ABOUT THIS EXERCISE — Should any entry seem unclear, still set it down exactly as given, along with all the others.

RECORD SET —
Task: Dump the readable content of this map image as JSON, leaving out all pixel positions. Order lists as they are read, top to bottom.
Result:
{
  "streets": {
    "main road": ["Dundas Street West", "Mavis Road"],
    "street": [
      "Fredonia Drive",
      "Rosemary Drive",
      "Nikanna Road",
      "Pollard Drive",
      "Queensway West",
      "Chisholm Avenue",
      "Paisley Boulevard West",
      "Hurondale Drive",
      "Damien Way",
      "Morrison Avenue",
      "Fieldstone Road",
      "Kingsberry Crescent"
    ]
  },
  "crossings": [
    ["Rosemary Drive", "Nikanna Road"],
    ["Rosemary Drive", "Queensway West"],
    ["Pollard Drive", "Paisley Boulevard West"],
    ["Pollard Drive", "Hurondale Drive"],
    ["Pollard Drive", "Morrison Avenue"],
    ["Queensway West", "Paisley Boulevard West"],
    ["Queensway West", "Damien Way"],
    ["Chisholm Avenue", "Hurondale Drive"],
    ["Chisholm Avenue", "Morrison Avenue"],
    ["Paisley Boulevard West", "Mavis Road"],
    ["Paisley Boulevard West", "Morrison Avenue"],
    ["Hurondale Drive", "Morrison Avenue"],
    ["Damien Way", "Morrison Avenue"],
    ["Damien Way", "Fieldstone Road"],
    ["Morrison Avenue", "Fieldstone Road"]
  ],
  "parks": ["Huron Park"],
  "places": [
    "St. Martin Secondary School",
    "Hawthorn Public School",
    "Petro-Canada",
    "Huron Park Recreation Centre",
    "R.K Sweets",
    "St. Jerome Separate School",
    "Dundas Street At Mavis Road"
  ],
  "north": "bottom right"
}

EXPECTED OUTPUT —
Task: Dump the readable content of this map image as JSON, leaving out all pixel positions. Order lists as they are read, top to bottom.
Result:
{
  "streets": {
    "main road": ["Dundas Street West", "Mavis Road"],
    "street": [
      "Fredonia Drive",
      "Rosemary Drive",
      "Nikanna Road",
      "Pollard Drive",
      "Queensway West",
      "Chisholm Avenue",
      "Paisley Boulevard West",
      "Hurondale Drive",
      "Damien Way",
      "Morrison Avenue",
      "Fieldstone Road",
      "Kingsberry Crescent"
    ]
  },
  "crossings": [
    ["Rosemary Drive", "Nikanna Road"],
    ["Rosemary Drive", "Queensway West"],
    ["Pollard Drive", "Paisley Boulevard West"],
    ["Pollard Drive", "Hurondale Drive"],
    ["Pollard Drive", "Morrison Avenue"],
    ["Queensway West", "Paisley Boulevard West"],
    ["Queensway West", "Damien Way"],
    ["Chisholm Avenue", "Hurondale Drive"],
    ["Chisholm Avenue", "Morrison Avenue"],
    ["Paisley Boulevard West", "Mavis Road"],
    ["Paisley Boulevard West", "Morrison Avenue"],
    ["Hurondale Drive", "Morrison Avenue"],
    ["Damien Way", "Morrison Avenue"],
    ["Damien Way", "Fieldstone Road"],
    ["Morrison Avenue", "Fieldstone Road"]
  ],
  "parks": ["Huron Park"],
  "places": [
    "St. Martin Secondary School",
    "Hawthorn Public School",
    "Petro-Canada",
    "Huron Park Recreation Centre",
    "R.K Sweets",
    "St. Jerome Separate School",
    "Dundas Street At Mavis Road"
  ],
  "north": "bottom right"
}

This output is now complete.